TASK TO COMPLETE = Reproduce precisely the lines between the start of the data below and the line with "height:4px; margin-top:-2px; transform-origin:0;", both included.

DATA FOR PROCESSING =
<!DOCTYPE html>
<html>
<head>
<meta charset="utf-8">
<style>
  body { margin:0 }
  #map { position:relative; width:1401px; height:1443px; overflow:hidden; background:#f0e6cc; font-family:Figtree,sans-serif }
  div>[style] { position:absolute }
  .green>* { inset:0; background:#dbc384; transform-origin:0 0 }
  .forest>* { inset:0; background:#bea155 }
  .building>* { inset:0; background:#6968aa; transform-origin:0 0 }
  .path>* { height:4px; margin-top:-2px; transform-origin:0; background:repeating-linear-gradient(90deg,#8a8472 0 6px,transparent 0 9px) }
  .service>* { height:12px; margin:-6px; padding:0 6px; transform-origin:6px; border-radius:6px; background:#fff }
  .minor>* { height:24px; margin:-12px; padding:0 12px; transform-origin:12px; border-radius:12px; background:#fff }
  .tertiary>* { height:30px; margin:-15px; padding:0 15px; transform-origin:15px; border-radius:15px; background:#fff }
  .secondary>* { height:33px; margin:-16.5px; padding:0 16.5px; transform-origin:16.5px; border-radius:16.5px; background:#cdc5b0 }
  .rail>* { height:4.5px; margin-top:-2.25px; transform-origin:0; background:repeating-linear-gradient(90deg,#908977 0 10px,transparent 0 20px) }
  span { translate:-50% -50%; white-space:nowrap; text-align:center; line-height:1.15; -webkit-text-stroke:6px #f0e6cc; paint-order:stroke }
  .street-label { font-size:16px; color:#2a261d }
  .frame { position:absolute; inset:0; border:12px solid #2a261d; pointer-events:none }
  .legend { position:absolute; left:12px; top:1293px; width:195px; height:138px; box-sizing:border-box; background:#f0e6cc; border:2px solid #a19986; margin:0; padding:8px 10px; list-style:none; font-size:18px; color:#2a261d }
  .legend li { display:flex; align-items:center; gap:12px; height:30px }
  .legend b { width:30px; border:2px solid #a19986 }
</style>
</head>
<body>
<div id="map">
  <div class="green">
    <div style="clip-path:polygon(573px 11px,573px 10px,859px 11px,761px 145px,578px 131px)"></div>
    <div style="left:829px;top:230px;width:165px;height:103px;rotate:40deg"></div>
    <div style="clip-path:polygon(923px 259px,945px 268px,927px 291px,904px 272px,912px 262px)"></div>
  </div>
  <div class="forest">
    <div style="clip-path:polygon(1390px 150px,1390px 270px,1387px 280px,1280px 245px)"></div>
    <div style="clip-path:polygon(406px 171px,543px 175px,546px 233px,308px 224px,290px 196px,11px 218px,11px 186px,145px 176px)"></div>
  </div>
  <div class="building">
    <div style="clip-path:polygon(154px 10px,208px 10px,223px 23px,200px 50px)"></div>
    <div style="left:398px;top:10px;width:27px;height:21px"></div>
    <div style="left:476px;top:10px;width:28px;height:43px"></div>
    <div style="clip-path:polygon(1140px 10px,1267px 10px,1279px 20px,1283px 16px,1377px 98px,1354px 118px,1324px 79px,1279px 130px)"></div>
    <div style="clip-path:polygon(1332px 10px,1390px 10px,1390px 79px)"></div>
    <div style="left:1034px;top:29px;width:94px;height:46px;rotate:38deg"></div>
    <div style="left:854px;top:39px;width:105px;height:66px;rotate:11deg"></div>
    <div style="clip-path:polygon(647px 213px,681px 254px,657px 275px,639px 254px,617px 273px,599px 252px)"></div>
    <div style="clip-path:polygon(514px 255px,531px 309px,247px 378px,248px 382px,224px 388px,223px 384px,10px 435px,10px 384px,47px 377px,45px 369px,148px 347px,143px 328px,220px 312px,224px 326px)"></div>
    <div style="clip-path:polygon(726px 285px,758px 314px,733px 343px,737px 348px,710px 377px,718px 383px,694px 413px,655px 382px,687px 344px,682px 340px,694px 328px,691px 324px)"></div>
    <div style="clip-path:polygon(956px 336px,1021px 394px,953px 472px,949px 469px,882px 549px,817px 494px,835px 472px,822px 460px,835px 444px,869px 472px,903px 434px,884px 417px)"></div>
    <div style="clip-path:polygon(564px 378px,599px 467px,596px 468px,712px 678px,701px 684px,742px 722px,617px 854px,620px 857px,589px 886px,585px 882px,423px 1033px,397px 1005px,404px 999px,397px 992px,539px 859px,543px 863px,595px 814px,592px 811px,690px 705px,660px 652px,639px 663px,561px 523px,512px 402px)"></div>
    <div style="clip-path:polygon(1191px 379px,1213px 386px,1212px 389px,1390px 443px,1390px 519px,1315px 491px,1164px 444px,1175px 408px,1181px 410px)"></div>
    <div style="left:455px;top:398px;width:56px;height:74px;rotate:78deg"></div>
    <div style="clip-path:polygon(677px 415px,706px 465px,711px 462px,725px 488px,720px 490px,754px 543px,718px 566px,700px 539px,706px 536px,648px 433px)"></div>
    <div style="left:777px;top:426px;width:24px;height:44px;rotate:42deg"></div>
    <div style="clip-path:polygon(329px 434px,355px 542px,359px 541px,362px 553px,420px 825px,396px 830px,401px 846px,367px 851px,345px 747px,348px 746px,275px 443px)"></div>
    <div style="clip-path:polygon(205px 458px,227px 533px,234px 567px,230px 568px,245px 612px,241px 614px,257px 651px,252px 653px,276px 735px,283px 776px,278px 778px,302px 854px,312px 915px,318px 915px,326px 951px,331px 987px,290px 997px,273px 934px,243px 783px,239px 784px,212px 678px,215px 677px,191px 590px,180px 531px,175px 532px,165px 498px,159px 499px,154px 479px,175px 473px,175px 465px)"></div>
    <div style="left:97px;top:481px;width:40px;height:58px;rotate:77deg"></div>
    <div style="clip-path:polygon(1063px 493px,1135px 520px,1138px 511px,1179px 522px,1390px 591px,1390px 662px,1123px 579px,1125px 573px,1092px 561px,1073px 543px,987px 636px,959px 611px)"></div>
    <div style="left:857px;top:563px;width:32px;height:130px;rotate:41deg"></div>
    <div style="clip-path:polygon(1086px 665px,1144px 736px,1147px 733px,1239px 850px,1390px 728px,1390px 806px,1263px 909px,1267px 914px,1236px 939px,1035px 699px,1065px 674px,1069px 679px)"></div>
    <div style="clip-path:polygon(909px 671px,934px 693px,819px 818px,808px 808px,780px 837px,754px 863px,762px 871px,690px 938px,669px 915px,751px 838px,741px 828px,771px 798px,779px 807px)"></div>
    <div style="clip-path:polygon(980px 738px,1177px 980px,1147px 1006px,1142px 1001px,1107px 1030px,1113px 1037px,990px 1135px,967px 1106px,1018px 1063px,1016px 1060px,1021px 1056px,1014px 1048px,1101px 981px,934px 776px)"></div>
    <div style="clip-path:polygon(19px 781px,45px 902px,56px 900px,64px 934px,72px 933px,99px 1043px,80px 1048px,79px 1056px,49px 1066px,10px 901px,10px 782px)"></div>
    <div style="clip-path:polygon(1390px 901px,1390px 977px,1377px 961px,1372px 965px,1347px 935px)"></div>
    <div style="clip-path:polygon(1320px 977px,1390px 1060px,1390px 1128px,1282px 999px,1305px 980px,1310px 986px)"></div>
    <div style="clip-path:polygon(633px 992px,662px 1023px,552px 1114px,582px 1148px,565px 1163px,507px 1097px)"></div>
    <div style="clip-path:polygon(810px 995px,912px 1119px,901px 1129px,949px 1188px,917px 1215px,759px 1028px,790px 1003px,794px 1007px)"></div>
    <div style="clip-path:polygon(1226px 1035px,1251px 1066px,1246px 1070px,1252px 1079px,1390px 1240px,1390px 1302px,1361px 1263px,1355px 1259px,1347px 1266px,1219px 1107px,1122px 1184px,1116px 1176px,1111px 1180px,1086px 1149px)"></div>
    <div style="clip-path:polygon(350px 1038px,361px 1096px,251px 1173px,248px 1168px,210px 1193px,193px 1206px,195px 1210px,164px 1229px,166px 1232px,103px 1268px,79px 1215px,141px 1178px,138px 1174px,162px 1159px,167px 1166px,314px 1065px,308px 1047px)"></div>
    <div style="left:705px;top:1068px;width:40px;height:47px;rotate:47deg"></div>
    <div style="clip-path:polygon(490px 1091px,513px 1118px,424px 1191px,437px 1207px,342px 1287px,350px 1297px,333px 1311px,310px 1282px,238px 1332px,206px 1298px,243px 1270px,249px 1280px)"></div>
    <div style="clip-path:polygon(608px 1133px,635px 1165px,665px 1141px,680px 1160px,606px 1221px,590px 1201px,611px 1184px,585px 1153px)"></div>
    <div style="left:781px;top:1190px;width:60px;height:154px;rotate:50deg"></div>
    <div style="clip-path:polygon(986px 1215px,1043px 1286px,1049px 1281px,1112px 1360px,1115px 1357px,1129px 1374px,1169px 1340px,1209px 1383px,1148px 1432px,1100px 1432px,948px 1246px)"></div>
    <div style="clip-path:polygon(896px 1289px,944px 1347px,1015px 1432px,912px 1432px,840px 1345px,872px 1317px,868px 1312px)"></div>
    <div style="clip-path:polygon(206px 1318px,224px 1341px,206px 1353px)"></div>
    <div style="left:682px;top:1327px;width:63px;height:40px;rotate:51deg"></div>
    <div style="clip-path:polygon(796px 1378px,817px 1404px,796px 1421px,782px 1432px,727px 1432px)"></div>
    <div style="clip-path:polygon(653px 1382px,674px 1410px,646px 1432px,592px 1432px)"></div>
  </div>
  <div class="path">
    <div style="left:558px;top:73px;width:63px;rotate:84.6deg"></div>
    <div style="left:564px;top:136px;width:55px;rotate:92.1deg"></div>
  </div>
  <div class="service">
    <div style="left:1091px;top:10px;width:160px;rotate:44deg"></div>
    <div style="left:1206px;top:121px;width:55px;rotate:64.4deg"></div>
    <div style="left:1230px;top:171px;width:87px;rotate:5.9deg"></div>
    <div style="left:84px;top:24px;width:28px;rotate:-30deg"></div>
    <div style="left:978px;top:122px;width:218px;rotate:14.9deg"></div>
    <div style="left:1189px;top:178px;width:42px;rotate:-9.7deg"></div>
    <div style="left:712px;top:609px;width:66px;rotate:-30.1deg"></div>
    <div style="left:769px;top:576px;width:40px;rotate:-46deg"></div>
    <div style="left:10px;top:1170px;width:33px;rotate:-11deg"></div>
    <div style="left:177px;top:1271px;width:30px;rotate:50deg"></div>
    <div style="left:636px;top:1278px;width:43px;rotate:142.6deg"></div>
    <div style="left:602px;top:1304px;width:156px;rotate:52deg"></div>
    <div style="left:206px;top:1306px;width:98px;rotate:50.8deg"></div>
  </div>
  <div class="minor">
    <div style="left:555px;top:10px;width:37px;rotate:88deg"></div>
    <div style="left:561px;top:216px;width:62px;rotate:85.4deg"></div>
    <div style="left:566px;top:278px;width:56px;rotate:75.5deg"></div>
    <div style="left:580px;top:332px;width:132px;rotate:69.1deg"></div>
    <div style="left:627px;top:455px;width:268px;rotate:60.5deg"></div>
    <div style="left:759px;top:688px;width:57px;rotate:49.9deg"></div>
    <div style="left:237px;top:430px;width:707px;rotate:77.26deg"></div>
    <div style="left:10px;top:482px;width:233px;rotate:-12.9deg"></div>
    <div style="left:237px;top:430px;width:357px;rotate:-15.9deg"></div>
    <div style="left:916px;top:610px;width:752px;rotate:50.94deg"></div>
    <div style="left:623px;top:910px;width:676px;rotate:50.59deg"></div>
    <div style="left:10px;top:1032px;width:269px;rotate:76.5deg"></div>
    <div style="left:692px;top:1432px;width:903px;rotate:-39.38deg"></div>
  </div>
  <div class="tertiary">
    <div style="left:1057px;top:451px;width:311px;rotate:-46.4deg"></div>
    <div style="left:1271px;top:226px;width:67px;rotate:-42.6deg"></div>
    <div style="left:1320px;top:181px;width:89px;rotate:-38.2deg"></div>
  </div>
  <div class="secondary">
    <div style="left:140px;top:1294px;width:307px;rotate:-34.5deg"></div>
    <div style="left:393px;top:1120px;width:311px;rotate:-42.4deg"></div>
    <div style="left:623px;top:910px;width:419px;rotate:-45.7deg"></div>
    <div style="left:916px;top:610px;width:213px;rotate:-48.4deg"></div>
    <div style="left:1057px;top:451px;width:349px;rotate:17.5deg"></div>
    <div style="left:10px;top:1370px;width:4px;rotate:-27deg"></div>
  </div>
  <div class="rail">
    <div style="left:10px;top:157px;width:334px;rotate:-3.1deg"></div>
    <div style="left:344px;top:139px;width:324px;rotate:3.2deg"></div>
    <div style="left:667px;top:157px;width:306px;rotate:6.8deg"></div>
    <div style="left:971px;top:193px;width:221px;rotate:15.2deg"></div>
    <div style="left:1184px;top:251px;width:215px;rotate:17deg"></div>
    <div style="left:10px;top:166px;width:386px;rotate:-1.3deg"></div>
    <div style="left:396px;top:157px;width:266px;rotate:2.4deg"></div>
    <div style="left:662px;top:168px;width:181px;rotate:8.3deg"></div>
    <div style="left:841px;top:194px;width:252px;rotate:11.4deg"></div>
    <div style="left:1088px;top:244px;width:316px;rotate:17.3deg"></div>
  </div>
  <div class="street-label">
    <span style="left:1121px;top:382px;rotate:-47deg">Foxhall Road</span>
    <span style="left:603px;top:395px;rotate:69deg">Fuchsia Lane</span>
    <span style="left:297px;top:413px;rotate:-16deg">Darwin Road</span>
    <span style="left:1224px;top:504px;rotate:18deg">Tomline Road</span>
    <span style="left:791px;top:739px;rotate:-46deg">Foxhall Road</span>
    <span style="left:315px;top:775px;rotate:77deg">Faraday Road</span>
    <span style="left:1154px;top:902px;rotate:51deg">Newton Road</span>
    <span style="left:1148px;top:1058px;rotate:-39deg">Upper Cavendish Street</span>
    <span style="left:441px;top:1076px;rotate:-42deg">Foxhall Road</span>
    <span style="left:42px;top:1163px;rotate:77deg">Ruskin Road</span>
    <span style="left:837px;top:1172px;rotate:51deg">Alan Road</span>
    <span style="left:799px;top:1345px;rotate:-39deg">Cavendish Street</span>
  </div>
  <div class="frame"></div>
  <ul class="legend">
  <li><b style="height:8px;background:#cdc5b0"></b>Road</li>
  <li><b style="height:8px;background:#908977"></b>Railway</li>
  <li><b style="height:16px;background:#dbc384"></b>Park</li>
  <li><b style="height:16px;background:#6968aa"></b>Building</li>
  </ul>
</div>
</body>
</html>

OUTPUT OF THE TASK =
<!DOCTYPE html>
<html>
<head>
<meta charset="utf-8">
<style>
  body { margin:0 }
  #map { position:relative; width:1401px; height:1443px; overflow:hidden; background:#f0e6cc; font-family:Figtree,sans-serif }
  div>[style] { position:absolute }
  .green>* { inset:0; background:#dbc384; transform-origin:0 0 }
  .forest>* { inset:0; background:#bea155 }
  .building>* { inset:0; background:#6968aa; transform-origin:0 0 }
  .path>* { height:4px; margin-top:-2px; transform-origin:0; background:repeating-linear-gradient(90deg,#8a8472 0 6px,transparent 0 9px) }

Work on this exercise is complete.